What you need to do: Each line below that includes the word "function" is to be reported.

Records provided:
# # # #

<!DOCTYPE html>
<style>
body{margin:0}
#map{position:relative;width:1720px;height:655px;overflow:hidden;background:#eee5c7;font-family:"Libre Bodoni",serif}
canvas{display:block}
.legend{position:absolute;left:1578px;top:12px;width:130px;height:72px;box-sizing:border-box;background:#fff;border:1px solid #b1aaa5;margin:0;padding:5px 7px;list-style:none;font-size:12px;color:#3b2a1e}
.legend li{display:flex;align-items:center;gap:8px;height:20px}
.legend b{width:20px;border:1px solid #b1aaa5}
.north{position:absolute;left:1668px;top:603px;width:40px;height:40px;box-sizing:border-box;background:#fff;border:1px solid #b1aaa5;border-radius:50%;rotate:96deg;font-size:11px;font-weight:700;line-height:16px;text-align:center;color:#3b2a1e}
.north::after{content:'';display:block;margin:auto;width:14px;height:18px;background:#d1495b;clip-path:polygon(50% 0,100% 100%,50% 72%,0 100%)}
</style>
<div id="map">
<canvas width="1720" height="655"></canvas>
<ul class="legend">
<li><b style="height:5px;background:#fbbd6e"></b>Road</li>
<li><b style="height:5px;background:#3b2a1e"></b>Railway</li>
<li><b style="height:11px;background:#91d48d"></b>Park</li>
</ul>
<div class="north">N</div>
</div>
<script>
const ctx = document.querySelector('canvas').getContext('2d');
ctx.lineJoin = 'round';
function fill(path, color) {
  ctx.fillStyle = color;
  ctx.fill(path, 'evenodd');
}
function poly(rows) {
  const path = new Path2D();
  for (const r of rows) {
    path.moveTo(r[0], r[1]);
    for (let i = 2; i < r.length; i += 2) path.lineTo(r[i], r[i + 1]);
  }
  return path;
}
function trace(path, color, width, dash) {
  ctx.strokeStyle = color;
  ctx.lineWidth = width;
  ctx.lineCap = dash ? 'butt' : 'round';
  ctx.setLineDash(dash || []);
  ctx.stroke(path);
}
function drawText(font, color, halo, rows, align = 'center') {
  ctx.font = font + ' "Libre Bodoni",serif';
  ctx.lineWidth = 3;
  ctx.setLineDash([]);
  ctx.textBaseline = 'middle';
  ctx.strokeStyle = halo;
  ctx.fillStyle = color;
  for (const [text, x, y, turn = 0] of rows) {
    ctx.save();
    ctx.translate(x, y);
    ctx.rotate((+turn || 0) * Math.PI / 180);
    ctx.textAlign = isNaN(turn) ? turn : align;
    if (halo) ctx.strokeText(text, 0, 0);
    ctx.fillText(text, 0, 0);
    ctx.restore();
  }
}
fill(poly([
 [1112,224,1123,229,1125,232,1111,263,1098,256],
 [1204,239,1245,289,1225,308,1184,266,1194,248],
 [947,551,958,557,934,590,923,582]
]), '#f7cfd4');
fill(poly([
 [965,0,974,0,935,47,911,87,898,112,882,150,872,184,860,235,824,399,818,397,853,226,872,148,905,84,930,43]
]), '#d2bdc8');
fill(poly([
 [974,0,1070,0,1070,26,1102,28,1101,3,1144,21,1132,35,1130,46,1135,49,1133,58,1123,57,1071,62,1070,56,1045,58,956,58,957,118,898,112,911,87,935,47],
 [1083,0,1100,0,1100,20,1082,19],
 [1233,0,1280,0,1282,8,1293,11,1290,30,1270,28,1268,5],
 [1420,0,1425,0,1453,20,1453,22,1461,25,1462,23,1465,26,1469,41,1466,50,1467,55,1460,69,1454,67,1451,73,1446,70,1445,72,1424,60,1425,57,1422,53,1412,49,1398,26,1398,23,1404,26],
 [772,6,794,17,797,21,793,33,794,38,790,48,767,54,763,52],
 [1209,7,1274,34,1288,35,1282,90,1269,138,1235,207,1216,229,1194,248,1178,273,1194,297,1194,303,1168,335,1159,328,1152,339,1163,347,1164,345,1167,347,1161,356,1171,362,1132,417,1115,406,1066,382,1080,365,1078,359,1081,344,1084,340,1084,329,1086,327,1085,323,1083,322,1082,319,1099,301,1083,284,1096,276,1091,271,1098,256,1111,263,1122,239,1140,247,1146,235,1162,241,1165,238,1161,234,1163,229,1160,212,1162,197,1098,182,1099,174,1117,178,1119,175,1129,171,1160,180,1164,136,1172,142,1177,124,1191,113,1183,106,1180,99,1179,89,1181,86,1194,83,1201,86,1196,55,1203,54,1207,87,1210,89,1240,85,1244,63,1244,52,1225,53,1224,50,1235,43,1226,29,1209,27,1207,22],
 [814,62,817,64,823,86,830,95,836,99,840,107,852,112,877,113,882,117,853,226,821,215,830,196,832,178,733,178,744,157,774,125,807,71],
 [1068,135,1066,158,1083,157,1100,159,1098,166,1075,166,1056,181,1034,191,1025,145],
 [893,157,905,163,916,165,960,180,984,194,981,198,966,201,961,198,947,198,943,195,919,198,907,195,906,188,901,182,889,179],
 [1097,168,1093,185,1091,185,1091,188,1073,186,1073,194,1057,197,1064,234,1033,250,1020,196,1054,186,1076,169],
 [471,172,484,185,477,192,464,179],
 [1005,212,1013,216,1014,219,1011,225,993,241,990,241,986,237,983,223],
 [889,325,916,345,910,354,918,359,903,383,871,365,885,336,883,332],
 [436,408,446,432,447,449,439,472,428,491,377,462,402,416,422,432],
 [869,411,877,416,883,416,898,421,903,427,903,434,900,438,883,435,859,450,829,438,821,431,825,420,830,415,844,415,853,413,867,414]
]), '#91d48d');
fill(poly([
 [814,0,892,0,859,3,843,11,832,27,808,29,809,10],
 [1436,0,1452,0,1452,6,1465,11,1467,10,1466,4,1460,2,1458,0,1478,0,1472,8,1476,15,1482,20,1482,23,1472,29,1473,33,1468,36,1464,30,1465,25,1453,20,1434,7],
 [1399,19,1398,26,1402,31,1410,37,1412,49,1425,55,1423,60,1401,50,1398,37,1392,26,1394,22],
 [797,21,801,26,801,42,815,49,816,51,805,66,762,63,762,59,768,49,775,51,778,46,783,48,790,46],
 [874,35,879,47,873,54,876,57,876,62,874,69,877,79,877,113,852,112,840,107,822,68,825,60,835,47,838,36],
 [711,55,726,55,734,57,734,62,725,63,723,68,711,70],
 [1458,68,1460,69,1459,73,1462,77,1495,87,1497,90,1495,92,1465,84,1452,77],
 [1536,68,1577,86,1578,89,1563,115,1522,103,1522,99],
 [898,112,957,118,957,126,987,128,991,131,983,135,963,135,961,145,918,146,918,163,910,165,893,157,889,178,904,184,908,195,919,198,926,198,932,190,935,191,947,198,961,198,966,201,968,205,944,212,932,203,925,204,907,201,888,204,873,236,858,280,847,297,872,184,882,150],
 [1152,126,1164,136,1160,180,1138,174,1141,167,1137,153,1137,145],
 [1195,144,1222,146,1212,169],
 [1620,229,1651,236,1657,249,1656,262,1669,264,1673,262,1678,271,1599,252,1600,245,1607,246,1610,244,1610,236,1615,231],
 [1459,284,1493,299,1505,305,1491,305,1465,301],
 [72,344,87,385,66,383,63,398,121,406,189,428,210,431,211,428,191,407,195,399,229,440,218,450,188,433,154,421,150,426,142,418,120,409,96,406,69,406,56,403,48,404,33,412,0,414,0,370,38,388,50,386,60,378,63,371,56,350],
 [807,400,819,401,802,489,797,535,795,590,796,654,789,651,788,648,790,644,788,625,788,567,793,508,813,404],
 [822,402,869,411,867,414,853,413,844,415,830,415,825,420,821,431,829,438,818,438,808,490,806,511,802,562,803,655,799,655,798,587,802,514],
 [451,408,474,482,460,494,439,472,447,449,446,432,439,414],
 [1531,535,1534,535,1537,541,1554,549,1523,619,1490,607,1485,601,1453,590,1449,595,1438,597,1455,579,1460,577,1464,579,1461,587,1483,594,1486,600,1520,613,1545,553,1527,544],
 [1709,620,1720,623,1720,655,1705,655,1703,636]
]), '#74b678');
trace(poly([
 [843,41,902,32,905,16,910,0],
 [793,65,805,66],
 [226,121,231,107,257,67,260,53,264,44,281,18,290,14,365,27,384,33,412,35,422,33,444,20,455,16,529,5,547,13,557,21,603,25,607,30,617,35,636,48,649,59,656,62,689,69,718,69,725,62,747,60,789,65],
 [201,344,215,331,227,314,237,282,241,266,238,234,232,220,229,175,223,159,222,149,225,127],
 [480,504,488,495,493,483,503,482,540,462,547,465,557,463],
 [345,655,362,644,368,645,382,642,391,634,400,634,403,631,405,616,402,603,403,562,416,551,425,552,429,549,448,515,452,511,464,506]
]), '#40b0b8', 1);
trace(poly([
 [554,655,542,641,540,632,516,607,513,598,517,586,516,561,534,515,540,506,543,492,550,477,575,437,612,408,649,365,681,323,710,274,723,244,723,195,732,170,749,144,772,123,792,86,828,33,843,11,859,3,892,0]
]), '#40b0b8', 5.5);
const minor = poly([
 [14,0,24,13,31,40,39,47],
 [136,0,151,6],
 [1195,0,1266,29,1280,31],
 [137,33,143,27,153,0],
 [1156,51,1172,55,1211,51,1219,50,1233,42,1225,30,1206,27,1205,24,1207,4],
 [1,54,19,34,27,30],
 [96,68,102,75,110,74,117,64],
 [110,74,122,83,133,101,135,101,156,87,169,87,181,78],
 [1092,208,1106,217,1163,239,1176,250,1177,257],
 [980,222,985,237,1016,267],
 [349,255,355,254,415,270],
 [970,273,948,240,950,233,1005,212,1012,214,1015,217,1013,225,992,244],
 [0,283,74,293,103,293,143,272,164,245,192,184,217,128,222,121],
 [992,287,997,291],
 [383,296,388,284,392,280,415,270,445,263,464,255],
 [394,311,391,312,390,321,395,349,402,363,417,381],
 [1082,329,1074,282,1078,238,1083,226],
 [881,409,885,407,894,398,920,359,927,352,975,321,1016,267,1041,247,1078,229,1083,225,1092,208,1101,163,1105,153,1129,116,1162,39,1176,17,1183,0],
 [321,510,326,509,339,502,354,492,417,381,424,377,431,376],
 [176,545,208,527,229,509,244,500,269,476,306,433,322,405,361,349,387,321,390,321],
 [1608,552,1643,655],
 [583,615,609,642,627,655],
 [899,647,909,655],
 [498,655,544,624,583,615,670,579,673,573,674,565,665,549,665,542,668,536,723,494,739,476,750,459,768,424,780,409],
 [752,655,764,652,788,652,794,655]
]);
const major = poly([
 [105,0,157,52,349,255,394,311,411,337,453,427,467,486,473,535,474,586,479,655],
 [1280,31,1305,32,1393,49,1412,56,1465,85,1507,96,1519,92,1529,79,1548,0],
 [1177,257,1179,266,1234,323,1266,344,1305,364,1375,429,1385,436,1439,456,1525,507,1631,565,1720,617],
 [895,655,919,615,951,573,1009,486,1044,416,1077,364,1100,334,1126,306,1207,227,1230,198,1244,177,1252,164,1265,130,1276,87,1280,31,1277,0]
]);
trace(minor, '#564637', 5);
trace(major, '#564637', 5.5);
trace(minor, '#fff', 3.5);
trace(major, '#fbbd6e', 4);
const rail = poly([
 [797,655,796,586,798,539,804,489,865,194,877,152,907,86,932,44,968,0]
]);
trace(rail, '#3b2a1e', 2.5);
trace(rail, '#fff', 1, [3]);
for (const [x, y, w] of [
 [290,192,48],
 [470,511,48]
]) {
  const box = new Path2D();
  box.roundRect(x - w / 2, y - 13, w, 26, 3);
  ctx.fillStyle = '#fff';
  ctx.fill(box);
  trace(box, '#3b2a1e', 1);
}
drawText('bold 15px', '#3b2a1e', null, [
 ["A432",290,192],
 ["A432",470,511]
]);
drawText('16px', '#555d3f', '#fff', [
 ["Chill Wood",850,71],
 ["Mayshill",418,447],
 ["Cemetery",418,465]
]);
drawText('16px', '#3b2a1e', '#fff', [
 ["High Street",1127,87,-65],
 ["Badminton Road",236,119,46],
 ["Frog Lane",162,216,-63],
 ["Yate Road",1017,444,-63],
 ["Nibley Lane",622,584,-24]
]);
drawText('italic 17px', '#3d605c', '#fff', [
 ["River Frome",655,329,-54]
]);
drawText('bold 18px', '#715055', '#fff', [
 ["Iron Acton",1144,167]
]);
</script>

# # # #

Answer box:
function fill(path, color) {
function poly(rows) {
function trace(path, color, width, dash) {
function drawText(font, color, halo, rows, align = 'center') {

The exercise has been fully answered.